The data sheds light on how single-family offices, often regarded as sources of “patient capital,” have been prepared to hold assets such as relatively illiquid private equity and property, as well as more liquid, and volatile, stocks. It is, perhaps, striking that cash holdings for many of those in the Citi Private Bank database are as high as one-third of the total, particularly in an age of inflation.

Risks and moves
While larger SFOs pushed some cash into the equity space, overall, family offices cut equity exposure in the second quarter, the 30-page report said. On an equal-weighted basis, allocation to stocks fell to 34.1 per cent from 34.9 per cent in the first quarter. Within the overall equities segment, developed small- and mid-cap stocks logged “significant” inflows, the report continued. 

The study also found that SFOs raised exposures to hedge funds, private equity, and real estate. With commodities, the pattern was mixed, with all regions apart from Europe, the Middle East and Africa seeing lower allocations. In these regions, holdings of gold rose.

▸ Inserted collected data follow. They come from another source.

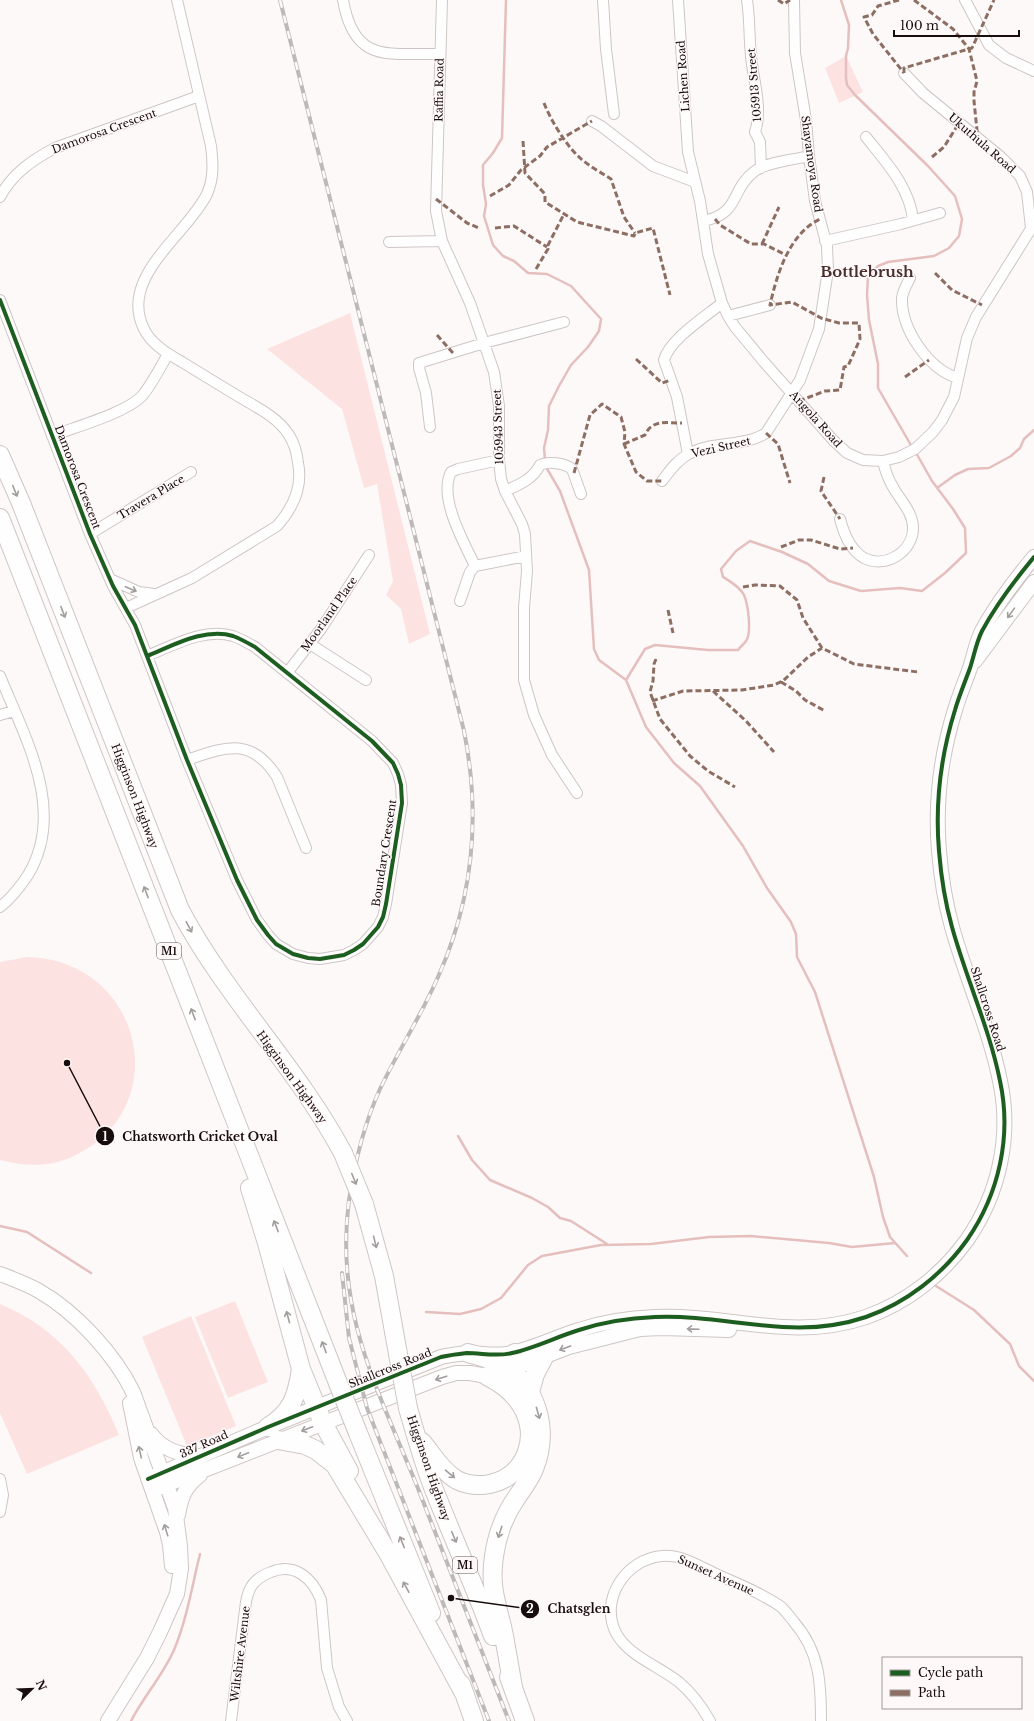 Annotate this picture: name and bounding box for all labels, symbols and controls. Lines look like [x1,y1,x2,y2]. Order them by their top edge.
scale bar [894,12,1019,38]
text: 100 m [900,18,939,33]
street label: Lichen Road [673,39,692,112]
street label: 105913 Street [744,47,764,122]
street label: Raffia Road [431,57,447,122]
street label: Damorosa Crescent [50,105,159,156]
street label: Ukuthula Road [945,110,1019,176]
street label: Shayamoya Road [798,115,826,214]
district label: Bottlebrush [820,262,914,281]
street label: Angola Road [786,387,846,451]
street label: 105943 Street [490,388,506,465]
street label: Damorosa Crescent [52,423,105,532]
street label: Vezi Street [689,433,753,461]
street label: Travera Place [115,471,187,523]
one-way arrow [12,484,20,496]
street label: Moorland Place [298,574,360,654]
one-way arrow [125,586,137,593]
one-way arrow [59,605,67,617]
one-way arrow [1007,608,1015,619]
street label: Higginson Highway [109,742,161,850]
street label: Boundary Crescent [369,798,400,908]
one-way arrow [141,887,149,899]
one-way arrow [186,921,194,933]
road number: M1 [157,943,181,959]
street label: Shallcross Road [968,965,1009,1054]
one-way arrow [188,1008,196,1020]
street label: Higginson Highway [254,1028,330,1126]
callout: Chatsworth Cricket Oval [95,1124,286,1148]
text: 1 [102,1129,108,1144]
text: Chatsworth Cricket Oval [122,1129,278,1144]
one-way arrow [351,1172,359,1184]
one-way arrow [272,1220,280,1232]
one-way arrow [372,1235,379,1248]
one-way arrow [283,1311,291,1324]
one-way arrow [687,1325,700,1333]
one-way arrow [320,1341,327,1353]
street label: Shallcross Road [346,1345,434,1391]
one-way arrow [560,1345,572,1353]
one-way arrow [436,1374,448,1382]
one-way arrow [535,1406,543,1419]
street label: Higginson Highway [404,1413,454,1523]
one-way arrow [301,1426,313,1434]
street label: 337 Road [178,1427,231,1461]
one-way arrow [135,1446,143,1459]
one-way arrow [237,1451,249,1459]
one-way arrow [444,1469,455,1478]
one-way arrow [162,1524,169,1537]
one-way arrow [496,1526,503,1539]
one-way arrow [450,1531,458,1543]
one-way arrow [398,1536,406,1548]
street label: Sunset Avenue [676,1552,756,1598]
road number: M1 [453,1557,477,1573]
one-way arrow [402,1582,410,1594]
callout: Chatsglen [520,1597,619,1621]
text: 2 [526,1601,534,1616]
text: Chatsglen [548,1601,611,1616]
street label: Wiltshire Avenue [227,1605,253,1704]
legend [882,1657,1022,1709]
text: Cycle path [918,1665,983,1680]
north arrow [12,1669,52,1709]
text: N [33,1678,50,1693]
text: Path [918,1685,946,1700]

In the report, Hannes Hofmann, global head, global family office group, at Citi Private Bank, and Shu Zhang, global head, global investment lab at the bank, said that so far this year: “2023 has surprised to the upside. The most widely forecasted recession in history has so far failed to appear. Stubbornly high inflation in many places has begun to retreat in the face of ongoing rate hikes from global central banks. Global Equities have pressed higher, adding a further 6.3 per cent in the second quarter of 2023.”

“Again, the technology sector powered ahead. In this environment, family offices put more of their cash to work on average. In every region, allocations to fixed income rose, with high-quality fixed income such as investment grade and US Treasuries now offering income that they have not for many years,” they added. “And while there was a slight retreat from equities overall, we saw increased allocations to private equity, real estate and hedge funds in most regions.”